Written by Joseph Moore

This new year is a presidential election year in my home country of the United States. And so, there is likely to be no shortage of U.S. political news and commentary surrounding candidates’ pasts, their present comments and their campaign promises. It is also likely that many U.S. citizens (and probably some others) will find themselves embroiled, more frequently than usual, in weighty conversations about current events, political strategy or social or economic issues. And when the primary and general elections draw near, there will be repeated calls for all eligible voters to vote, regardless of who or what they vote for.

With all of the information (and misinformation) available and with the depth of many of the substantive issues, it will take a non-negligible amount of time and energy to remain fully politically informed throughout the election cycle. I am sure some people would rather not devote that time and energy to the process. Yet one often faces immense public and interpersonal pressure to be informed and to vote. These are sometimes even advanced as moral or civic duties on the part of citizens of democracies. To what extent are these really duties? Are citizens truly obligated to stay politically up-to-date and to vote in elections?

A few preliminary notes about what kind of obligations I mean to be discussing. First, there is an academic literature concerning the decision-theoretic rationality of voting which stems from the observation that there is next to no chance of any one person’s vote being decisive and thus next to no expected benefit to voting (the so-called ‘paradox of voting’). Here, I am not considering the rationality of voting but whether we owe it to other people. I assume that those who consider it an interpersonal obligation will think either that the problem of intrapersonal rationality will have some solution (e.g., in terms of expressive value) or that the interpersonal obligation does not depend on its intrapersonal rationality. (Indeed, if there is an interpersonal obligation, one might think this will affect the decision-theoretic calculus and potentially help resolve the paradox of voting.)

Second, there is also a body of literature dedicated to evaluating various possible voting procedures. Among these possible procedures is compulsory voting, where eligible voters are legally required to vote on pain of some form of punishment, such as a fine. I am also not addressing here the question of whether voting should be legally mandatory in this sense. This question is largely orthogonal to the question of whether there is an interpersonal obligation to vote. Even if voting is a moral or civic duty, we do not think all such duties ought to be legally enforced. In this case, there may be competing considerations having to do with personal liberty and the empirical consequences of enacting such a policy. On the other hand, even if voting is not a moral or civic duty, it might be socially beneficial to legally mandate it for one reason or another.

Third, even advocates probably will not view these putative duties as absolute requirements.

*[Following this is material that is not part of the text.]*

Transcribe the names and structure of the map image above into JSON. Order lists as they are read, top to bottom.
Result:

If someone, for example, has to squeeze in a few hours of sleep each day in between childcare and multiple jobs, they will presumably be exempt from an obligation to keep informed. And if someone is visiting their ailing relative in another state on short notice on election day, they will not be shirking their duty by not heading to the polls first. If these are duties at all, they are defeasible ones—what W.D. Ross called ‘prima facie duties’ and are now sometimes called ‘pro tanto obligations’. Other obligations (e.g., to family members) or considerations may outweigh these defeasible duties of information and voting, or at least excuse non-performance. So, to consider whether these are really duties at all, we should keep in mind examples of people who lack overriding obligations and who can reasonably afford to keep informed, even though doing so does come at some cost.

Perhaps the least controversial example of such a defeasible, interpersonal obligation in the vicinity is that if one votes, one should be reasonably informed. It seems like it would be irresponsible of someone to vote for a candidate without knowing their promised platform, their stance on political issues that are likely to come up during their term of office and at least some of their personal and professional qualifications for the role. It would likewise seem irresponsible to vote in support of a particular position on an issue without a reasonable understanding of that issue and the relatively probable social and/or economic effects of one’s preferred outcome and proposed alternatives.

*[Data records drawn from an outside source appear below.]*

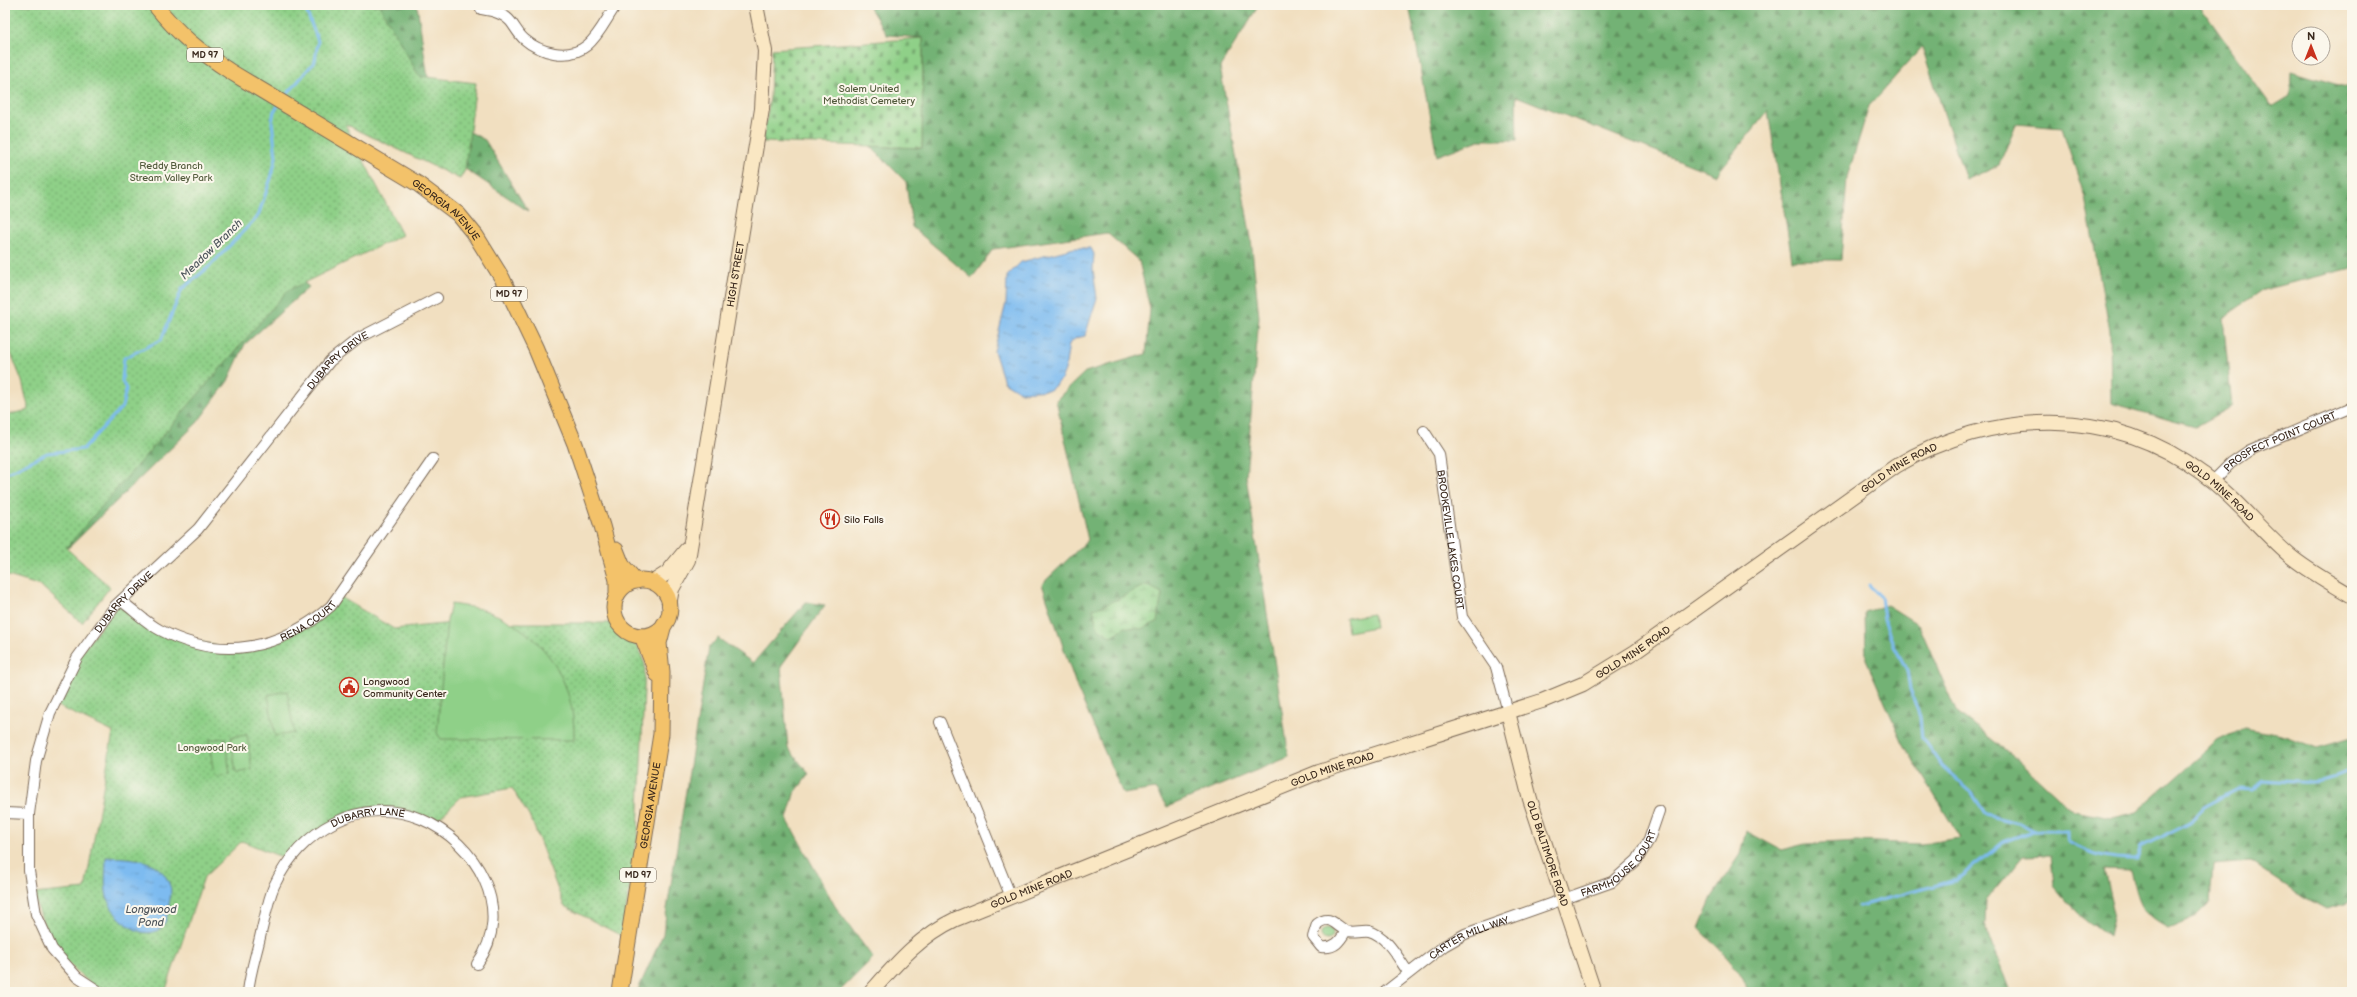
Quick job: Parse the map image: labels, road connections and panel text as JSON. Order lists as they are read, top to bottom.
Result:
{
  "streets": {
    "main road": ["MD 97", "GEORGIA AVENUE"],
    "street": [
      "HIGH STREET",
      "DUBARRY DRIVE",
      "PROSPECT POINT COURT",
      "GOLD MINE ROAD",
      "BROOKEVILLE LAKES COURT",
      "RENA COURT",
      "DUBARRY LANE",
      "OLD BALTIMORE ROAD",
      "FARMHOUSE COURT",
      "CARTER MILL WAY"
    ]
  },
  "crossings": [
    ["MD 97", "GEORGIA AVENUE"],
    ["MD 97", "HIGH STREET"],
    ["GEORGIA AVENUE", "HIGH STREET"],
    ["DUBARRY DRIVE", "RENA COURT"],
    ["PROSPECT POINT COURT", "GOLD MINE ROAD"],
    ["GOLD MINE ROAD", "BROOKEVILLE LAKES COURT"],
    ["GOLD MINE ROAD", "OLD BALTIMORE ROAD"],
    ["BROOKEVILLE LAKES COURT", "OLD BALTIMORE ROAD"],
    ["OLD BALTIMORE ROAD", "FARMHOUSE COURT"],
    ["OLD BALTIMORE ROAD", "CARTER MILL WAY"],
    ["FARMHOUSE COURT", "CARTER MILL WAY"]
  ],
  "water": ["Meadow Branch", "Longwood Pond"],
  "parks": ["Salem United Methodist Cemetery", "Reddy Branch Stream Valley Park", "Longwood Park"],
  "places": {
    "restaurant": ["Silo Falls"],
    "public building": ["Longwood Community Center"]
  },
  "north": "top"
}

Now, any plausible obligation to keep oneself politically informed will likely have a conditional structure like this, rather than being its own self-standing duty. It makes sense to be informed for the purpose of voting. It would also make sense to be informed for other practical purposes, such as to be involved in political action besides voting or to navigate certain social settings where such knowledge is expected. But it is unclear that there is any point to being informed simply for its own sake and independently of any further action one might take. That is, if one is not going to vote or engage in any other political action or in any other way modify one’s behaviour as a result of one’s political information, then keeping informed will not do anyone else any good. (Maybe the knowledge is intrinsically good for the informed person, but surely they are not obligated to benefit themselves in this way, particularly when they may use their time and resources to benefit themselves in other ways that they care about more.)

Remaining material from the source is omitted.